SUPPLIED RECORDS:
········
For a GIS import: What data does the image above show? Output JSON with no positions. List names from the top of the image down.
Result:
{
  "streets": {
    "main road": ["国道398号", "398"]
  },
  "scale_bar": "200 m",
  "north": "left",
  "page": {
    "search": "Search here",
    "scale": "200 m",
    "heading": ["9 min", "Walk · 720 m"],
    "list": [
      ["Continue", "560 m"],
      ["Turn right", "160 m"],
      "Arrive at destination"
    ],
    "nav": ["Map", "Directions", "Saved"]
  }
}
········
TASK TO COMPLETE: Repeat each entry above exactly as it appears.

EXERCISE SOLUTION:
For a GIS import: What data does the image above show? Output JSON with no positions. List names from the top of the image down.
Result:
{
  "streets": {
    "main road": ["国道398号", "398"]
  },
  "scale_bar": "200 m",
  "north": "left",
  "page": {
    "search": "Search here",
    "scale": "200 m",
    "heading": ["9 min", "Walk · 720 m"],
    "list": [
      ["Continue", "560 m"],
      ["Turn right", "160 m"],
      "Arrive at destination"
    ],
    "nav": ["Map", "Directions", "Saved"]
  }
}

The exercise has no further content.